A new survey found that 26pc of adults aged between 25 and 34 decided that paying rent makes it too hard to save.
They may need to stash away enough money for the new 20pc deposit rule required to get a mortgage for a new home.
So the time has come to pack up and move back in with mum and dad.
The survey also found that more than two-thirds (69pc) agreed that the expectation among Irish people of owning their own home was unrealistic.
The results come following new statistics released in April showing house prices rose 16.3pc year-on-year, compared with an EU average of just 1.1pc.
House prices rose 4.6pc in the first quarter of this year, but growth in Dublin prices was lower than the rest of the State.
The average asking price nationally is now €201,000.
The survey, on behalf of Aviva Home Insurance, showed the vast majority of people (72pc) cited the need for security as the main driver for their wish to own their own home, while 43pc said they wanted to be able to bequeath a property to their children. Just over a third (36pc) said they felt pressurised by family and friends to own a substantial asset.

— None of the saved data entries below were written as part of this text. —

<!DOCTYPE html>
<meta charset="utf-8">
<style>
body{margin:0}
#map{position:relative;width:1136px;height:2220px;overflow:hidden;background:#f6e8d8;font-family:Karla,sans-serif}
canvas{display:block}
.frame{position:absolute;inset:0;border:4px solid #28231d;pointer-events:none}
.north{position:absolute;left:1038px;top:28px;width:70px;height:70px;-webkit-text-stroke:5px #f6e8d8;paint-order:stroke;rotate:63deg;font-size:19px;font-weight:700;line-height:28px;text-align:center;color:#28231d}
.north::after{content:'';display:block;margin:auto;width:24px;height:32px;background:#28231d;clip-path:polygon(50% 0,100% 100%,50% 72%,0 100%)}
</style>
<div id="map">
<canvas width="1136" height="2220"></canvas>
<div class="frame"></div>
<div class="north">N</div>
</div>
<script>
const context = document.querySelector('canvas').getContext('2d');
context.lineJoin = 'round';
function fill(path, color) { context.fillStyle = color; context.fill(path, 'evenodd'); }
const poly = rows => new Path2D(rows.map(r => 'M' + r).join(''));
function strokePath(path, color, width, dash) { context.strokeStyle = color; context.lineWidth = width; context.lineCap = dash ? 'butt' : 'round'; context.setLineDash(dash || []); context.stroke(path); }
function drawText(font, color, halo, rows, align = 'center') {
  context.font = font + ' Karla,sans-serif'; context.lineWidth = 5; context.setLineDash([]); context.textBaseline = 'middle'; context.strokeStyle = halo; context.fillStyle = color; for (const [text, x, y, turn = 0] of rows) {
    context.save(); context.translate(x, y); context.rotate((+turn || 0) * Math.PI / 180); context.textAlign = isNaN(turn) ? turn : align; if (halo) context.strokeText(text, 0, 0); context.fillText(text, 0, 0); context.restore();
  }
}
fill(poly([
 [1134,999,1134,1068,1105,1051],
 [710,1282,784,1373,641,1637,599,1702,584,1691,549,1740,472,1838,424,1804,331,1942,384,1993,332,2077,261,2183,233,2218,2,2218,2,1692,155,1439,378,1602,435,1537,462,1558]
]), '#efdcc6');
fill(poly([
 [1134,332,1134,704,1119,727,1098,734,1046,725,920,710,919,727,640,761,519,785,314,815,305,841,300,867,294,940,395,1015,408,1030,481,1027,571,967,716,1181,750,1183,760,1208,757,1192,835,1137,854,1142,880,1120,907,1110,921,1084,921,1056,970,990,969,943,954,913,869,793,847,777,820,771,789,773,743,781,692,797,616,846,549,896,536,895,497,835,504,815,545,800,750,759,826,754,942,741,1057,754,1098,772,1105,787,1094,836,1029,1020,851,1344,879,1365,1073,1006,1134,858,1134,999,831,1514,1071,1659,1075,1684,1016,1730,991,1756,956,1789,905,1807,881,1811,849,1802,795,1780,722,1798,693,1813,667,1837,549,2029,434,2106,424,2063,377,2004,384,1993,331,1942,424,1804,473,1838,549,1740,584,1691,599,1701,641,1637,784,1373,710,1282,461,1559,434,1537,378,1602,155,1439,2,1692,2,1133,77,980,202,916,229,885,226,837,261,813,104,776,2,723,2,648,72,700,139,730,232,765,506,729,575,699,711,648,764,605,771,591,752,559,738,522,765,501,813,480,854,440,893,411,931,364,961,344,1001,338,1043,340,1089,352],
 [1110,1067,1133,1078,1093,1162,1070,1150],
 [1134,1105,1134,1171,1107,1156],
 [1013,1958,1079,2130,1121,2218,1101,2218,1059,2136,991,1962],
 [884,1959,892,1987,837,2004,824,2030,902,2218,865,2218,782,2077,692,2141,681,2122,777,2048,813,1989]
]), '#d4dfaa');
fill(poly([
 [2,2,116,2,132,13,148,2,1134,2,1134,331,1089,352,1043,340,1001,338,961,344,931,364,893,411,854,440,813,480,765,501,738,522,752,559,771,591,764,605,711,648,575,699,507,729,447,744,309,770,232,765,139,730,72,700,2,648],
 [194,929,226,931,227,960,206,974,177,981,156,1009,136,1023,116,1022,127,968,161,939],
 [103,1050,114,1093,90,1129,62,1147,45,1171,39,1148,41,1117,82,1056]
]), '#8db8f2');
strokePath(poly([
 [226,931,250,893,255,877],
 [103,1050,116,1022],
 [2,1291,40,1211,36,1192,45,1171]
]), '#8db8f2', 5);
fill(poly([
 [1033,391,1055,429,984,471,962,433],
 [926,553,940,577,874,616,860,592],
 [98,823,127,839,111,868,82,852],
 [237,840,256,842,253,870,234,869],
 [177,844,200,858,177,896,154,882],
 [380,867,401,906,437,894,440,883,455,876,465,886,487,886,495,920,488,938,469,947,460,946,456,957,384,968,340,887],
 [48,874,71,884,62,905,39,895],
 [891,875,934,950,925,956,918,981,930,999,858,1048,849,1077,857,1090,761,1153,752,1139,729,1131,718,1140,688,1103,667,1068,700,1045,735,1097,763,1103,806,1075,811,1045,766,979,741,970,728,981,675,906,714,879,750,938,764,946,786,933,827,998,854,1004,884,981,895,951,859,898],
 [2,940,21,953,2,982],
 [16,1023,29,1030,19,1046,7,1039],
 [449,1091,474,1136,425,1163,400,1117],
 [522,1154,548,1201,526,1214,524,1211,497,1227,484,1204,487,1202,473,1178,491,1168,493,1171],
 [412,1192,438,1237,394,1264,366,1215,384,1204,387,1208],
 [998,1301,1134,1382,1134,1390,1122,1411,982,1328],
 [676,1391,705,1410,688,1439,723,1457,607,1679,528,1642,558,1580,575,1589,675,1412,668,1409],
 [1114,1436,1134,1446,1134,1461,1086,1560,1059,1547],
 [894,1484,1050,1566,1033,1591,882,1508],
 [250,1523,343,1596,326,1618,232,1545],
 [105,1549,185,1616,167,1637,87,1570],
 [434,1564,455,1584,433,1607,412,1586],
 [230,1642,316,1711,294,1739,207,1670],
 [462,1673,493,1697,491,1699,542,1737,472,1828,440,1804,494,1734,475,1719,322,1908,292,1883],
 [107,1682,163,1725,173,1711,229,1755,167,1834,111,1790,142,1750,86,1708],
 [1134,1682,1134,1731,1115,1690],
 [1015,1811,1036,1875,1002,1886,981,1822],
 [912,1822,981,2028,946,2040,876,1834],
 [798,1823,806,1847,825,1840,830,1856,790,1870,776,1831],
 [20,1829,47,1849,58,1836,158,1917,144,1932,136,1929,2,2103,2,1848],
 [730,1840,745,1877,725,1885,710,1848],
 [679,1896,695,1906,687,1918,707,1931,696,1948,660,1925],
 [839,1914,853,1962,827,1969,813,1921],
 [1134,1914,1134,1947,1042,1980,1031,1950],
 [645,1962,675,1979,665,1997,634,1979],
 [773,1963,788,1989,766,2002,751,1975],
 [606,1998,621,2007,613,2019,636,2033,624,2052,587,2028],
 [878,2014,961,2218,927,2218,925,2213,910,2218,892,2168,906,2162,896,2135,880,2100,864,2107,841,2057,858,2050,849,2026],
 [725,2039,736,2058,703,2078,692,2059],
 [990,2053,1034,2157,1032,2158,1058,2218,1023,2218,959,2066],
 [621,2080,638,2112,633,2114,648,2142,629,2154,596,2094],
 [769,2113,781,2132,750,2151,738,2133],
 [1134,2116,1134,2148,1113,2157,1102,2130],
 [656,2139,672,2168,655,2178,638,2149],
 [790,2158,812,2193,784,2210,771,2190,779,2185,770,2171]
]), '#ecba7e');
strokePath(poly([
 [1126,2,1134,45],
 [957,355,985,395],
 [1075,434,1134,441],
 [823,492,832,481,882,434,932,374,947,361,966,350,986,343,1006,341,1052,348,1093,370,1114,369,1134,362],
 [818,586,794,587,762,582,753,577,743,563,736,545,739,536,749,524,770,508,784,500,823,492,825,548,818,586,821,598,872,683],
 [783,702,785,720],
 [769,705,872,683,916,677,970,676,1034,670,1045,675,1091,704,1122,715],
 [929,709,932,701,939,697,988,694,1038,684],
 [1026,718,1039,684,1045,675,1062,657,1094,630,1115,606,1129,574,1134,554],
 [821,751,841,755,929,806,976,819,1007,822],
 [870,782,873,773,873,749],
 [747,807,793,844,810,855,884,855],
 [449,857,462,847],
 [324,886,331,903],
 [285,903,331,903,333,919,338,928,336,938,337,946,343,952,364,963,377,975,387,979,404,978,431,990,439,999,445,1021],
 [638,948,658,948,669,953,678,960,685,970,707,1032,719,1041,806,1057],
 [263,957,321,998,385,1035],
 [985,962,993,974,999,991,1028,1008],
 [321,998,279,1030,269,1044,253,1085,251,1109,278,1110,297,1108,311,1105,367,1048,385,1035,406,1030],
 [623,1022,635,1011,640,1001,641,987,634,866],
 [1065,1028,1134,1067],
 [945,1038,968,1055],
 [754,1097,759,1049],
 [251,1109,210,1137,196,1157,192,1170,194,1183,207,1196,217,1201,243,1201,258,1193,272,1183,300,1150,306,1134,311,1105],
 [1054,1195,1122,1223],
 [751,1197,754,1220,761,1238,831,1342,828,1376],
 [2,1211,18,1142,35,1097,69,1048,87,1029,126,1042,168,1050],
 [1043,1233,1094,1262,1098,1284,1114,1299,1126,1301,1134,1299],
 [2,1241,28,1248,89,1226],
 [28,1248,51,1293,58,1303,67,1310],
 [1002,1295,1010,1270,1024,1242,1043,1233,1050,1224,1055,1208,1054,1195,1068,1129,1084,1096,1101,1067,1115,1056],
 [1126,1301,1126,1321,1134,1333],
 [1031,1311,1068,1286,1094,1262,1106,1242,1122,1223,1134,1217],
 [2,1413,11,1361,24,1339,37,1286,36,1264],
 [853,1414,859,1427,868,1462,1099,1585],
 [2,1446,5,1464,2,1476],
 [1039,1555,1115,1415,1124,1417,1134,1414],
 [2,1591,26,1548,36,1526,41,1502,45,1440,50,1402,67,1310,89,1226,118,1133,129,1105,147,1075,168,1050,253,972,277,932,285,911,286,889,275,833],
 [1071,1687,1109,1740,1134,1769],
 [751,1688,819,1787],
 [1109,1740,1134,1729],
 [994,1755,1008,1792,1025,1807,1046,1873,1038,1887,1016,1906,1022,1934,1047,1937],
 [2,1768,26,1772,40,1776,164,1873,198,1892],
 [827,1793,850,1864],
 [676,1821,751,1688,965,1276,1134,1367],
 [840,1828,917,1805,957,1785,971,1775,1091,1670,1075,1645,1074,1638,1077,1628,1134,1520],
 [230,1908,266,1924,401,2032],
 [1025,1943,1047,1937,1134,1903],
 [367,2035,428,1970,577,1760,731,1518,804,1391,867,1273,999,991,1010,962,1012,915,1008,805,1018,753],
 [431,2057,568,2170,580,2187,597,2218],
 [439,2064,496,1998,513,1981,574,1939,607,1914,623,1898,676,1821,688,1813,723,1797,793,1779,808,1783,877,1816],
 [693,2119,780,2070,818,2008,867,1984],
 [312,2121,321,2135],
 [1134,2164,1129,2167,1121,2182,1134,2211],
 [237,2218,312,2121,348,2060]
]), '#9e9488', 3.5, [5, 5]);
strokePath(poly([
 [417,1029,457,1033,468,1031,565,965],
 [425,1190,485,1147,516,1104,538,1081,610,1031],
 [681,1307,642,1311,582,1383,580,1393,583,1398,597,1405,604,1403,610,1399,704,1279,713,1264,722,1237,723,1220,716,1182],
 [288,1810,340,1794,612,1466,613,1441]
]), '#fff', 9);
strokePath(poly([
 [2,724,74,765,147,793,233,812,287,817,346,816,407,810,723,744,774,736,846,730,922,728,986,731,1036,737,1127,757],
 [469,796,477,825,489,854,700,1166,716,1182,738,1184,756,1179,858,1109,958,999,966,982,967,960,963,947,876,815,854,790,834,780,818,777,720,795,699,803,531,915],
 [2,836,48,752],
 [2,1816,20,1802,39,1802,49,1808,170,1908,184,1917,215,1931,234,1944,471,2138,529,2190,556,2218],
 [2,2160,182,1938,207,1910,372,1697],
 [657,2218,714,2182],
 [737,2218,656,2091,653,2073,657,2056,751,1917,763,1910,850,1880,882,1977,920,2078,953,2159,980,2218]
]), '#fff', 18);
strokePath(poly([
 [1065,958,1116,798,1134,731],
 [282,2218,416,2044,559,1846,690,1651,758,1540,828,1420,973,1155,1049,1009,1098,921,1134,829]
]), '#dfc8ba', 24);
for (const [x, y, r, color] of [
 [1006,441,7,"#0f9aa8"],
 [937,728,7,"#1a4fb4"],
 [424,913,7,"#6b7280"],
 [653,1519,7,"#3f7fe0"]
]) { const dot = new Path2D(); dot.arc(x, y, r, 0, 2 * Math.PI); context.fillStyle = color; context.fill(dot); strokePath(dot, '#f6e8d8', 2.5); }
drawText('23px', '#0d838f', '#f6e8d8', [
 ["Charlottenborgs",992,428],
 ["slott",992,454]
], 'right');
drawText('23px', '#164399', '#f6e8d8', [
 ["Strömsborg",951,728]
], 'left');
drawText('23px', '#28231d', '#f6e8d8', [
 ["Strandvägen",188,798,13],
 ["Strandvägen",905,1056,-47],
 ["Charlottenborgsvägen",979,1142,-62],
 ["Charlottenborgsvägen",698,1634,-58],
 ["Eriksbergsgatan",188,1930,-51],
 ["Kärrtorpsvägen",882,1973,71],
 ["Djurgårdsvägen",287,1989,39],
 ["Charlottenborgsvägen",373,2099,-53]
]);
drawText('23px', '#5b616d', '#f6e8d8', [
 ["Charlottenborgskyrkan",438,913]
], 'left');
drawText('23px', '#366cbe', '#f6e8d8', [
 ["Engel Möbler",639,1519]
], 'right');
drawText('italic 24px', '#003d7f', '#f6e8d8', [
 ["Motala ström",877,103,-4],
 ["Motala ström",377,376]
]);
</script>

Even though the 20pc mortgage deposit requirement recently introduced by the Central Bank has made it more difficult for first-time buyers to get on the property ladder, almost half of those surveyed (49pc) think it is a necessary measure and 43pc think it will work.

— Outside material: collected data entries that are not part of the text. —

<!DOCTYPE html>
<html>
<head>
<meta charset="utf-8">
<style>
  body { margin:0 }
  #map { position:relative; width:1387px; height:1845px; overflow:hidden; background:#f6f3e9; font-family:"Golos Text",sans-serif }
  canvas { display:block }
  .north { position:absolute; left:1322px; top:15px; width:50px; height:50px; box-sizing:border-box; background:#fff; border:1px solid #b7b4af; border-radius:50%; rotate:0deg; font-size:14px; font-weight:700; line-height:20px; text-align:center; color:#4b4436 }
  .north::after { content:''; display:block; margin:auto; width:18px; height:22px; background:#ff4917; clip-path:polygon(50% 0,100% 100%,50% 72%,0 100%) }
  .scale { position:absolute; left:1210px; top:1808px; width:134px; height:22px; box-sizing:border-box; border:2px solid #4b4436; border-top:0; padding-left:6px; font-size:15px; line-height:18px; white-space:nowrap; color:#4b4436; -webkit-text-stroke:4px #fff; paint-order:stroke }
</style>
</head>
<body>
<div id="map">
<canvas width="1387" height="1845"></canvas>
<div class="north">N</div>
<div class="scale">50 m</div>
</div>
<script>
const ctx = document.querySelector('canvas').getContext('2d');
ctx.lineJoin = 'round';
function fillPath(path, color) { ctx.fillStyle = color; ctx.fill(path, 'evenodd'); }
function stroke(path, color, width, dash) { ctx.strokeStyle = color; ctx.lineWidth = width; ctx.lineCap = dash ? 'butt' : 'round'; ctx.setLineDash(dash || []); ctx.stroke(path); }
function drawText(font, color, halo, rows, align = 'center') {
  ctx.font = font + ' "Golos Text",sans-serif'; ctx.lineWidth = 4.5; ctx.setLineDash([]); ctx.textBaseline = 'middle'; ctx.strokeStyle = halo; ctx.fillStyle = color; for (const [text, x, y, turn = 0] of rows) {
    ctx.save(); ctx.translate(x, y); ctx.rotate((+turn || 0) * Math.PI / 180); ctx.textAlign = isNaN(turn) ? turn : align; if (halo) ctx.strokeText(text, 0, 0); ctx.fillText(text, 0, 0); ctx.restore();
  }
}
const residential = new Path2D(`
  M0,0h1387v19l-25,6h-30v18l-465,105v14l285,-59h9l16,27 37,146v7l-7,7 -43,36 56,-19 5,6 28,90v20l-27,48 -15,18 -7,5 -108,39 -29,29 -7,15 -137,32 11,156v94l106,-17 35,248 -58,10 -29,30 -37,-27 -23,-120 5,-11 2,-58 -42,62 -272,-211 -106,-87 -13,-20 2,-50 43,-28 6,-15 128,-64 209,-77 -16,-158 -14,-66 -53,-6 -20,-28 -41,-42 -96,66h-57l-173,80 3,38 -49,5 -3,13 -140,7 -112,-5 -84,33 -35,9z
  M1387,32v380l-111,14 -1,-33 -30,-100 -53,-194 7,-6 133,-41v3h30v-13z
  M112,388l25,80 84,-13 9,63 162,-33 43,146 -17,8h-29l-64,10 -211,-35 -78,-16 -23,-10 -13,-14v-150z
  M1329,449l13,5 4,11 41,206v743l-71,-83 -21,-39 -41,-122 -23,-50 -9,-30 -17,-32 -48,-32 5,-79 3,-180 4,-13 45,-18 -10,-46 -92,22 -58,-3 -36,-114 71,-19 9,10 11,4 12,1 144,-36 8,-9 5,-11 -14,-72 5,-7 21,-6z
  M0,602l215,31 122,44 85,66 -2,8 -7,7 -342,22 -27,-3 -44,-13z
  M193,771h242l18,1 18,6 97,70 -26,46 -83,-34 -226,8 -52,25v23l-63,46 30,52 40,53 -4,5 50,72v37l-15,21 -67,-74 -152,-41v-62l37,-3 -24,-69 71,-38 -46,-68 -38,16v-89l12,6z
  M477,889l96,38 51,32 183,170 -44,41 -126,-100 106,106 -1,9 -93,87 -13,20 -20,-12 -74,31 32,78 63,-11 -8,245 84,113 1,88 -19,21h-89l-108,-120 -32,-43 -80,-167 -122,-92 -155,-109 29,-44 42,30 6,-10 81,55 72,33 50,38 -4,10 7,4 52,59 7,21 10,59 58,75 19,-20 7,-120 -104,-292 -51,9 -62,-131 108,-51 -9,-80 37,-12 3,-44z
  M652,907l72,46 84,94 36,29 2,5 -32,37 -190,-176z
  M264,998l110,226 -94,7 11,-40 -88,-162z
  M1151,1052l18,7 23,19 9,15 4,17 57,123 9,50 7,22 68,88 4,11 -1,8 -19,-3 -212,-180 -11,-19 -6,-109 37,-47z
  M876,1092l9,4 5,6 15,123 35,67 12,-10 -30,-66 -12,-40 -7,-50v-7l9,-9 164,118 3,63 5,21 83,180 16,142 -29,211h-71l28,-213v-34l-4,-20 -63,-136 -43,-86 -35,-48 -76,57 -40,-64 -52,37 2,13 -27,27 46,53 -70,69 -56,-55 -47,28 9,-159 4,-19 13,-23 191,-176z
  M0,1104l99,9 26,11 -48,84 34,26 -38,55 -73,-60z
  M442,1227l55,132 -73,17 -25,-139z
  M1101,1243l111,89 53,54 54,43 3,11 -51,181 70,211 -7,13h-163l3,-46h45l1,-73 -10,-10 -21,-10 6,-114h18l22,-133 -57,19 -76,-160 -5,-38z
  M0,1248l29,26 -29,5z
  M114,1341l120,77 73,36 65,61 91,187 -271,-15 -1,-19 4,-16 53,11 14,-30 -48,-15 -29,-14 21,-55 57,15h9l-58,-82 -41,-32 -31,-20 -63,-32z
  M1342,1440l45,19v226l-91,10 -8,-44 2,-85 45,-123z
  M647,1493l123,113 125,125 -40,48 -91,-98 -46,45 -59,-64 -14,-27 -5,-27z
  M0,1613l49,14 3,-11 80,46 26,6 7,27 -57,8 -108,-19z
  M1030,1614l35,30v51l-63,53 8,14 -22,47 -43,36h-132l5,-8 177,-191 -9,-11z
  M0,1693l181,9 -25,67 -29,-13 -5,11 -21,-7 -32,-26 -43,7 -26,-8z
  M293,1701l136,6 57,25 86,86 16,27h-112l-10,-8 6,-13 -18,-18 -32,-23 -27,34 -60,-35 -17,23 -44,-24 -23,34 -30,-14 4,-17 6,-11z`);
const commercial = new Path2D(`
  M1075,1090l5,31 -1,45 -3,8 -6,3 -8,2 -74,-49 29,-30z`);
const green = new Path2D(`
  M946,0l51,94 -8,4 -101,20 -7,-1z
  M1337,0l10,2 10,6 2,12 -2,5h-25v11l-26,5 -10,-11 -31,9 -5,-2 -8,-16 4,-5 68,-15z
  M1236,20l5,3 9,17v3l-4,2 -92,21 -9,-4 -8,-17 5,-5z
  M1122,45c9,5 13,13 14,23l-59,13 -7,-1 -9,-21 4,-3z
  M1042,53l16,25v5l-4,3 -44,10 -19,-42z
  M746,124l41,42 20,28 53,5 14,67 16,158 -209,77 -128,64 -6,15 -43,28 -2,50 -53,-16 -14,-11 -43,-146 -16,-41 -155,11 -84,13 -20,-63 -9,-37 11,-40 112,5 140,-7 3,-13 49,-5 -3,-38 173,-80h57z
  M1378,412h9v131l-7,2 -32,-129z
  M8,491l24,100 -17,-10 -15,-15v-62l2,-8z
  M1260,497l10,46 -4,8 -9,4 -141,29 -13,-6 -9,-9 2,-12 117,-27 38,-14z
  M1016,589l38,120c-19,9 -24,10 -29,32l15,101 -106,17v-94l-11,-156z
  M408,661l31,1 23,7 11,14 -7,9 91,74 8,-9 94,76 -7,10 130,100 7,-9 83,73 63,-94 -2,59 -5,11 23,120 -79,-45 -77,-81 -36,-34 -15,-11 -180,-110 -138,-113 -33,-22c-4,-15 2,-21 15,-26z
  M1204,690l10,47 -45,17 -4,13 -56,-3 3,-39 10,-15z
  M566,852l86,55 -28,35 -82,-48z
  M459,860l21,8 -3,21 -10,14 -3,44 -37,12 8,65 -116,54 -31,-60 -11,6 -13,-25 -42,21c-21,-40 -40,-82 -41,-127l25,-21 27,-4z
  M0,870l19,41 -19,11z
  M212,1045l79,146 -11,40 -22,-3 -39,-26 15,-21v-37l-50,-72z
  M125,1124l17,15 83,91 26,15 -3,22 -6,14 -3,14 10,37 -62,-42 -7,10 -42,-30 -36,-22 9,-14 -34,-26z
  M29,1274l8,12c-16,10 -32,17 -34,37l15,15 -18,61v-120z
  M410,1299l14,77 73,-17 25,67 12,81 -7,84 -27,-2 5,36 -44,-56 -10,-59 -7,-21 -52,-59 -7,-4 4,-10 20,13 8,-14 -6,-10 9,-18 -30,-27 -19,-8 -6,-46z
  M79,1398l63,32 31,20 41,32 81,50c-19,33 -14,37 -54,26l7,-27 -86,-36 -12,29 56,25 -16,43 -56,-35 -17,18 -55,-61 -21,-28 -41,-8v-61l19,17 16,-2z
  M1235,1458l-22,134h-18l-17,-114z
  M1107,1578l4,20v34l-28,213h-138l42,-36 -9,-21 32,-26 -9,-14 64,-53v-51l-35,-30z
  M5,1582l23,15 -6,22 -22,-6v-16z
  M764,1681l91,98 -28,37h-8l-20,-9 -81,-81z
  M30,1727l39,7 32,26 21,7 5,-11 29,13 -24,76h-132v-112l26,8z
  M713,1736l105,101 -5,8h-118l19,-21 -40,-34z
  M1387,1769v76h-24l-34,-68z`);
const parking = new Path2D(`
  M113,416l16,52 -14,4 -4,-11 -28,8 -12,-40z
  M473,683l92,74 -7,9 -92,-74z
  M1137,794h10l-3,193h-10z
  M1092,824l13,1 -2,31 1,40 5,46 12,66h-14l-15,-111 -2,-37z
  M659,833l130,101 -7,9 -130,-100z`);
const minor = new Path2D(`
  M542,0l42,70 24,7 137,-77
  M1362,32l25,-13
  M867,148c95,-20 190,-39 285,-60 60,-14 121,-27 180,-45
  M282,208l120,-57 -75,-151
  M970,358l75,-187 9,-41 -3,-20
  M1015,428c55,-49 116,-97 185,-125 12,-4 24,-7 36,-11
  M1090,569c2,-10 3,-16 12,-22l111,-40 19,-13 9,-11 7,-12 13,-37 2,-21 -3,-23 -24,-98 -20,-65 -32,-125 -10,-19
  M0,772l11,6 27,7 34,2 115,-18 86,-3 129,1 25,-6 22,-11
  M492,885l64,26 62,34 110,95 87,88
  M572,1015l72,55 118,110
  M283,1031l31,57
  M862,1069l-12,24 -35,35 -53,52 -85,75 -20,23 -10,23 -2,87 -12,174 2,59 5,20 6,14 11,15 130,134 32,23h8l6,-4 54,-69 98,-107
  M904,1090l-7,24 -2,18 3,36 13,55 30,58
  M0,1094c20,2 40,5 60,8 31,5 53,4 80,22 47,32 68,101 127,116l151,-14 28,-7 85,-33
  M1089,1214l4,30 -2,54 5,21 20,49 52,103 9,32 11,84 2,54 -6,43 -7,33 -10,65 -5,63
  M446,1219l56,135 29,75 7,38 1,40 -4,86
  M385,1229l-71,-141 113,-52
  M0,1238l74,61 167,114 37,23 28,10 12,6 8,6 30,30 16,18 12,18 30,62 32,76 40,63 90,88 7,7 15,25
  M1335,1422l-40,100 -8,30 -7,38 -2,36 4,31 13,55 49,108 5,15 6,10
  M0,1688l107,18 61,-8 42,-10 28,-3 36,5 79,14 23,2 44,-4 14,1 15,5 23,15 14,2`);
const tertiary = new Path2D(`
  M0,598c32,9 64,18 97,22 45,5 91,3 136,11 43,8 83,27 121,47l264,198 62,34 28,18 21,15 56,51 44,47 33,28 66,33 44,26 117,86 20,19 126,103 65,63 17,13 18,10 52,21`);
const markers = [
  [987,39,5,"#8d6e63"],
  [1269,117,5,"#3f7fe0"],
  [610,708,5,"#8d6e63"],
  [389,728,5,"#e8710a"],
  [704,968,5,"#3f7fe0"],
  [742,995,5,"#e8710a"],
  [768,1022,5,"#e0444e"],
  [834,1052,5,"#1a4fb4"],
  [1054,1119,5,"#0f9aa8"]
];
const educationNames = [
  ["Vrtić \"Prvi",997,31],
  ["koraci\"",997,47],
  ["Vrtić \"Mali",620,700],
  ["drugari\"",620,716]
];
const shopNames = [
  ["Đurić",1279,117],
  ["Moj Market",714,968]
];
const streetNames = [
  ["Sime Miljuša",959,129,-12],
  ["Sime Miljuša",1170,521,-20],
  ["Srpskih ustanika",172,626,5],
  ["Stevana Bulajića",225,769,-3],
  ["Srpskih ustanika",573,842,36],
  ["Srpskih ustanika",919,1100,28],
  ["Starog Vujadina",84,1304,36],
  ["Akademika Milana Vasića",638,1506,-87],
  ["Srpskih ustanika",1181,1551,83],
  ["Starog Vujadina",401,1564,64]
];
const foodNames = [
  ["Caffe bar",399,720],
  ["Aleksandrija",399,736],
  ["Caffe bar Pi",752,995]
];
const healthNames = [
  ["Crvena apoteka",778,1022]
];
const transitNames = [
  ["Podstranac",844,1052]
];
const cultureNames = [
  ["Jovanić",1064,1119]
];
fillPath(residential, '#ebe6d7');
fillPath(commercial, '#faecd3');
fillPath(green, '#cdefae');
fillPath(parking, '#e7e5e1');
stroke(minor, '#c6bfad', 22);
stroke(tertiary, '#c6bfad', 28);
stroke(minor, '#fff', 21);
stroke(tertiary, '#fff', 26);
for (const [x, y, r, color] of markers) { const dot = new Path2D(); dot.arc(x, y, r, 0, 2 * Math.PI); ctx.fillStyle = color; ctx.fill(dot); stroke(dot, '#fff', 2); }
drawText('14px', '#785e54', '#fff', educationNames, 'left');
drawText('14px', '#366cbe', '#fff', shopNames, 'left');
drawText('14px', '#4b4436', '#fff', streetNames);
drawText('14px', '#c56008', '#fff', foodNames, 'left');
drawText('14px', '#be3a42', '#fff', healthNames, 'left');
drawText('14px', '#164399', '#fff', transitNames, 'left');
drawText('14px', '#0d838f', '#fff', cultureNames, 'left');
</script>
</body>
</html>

Confidence in the new rule is higher among the 18- to 24-year-old age group, 58pc of whom believe it will be effective.
"Ireland's first experience of a serious property crash seems to have made us more cautious when it comes to buying property," said Sharon Treanor, marketing manager at Aviva Home Insurance.
"Despite the extra burden the new 20pc deposit rule puts on young people seeking to get on to the property ladder, almost half of those surveyed support the need for the higher deposit and 40pc go so far as to say that it's fair.
"Even though a quarter of those in the 25 to 34 age group are taking steps to save for a deposit - including moving back in with their parents - our traditionally strong attachment to home ownership seems to be loosening," she said.
"The belief that we are likely to follow the European pattern by becoming a nation of renters is now widespread and is particularly strong (74pc) among the 18 to 24 year age group: the next generation of potential home buyers," she said.
"A definite shift in attitudes is under way," she added.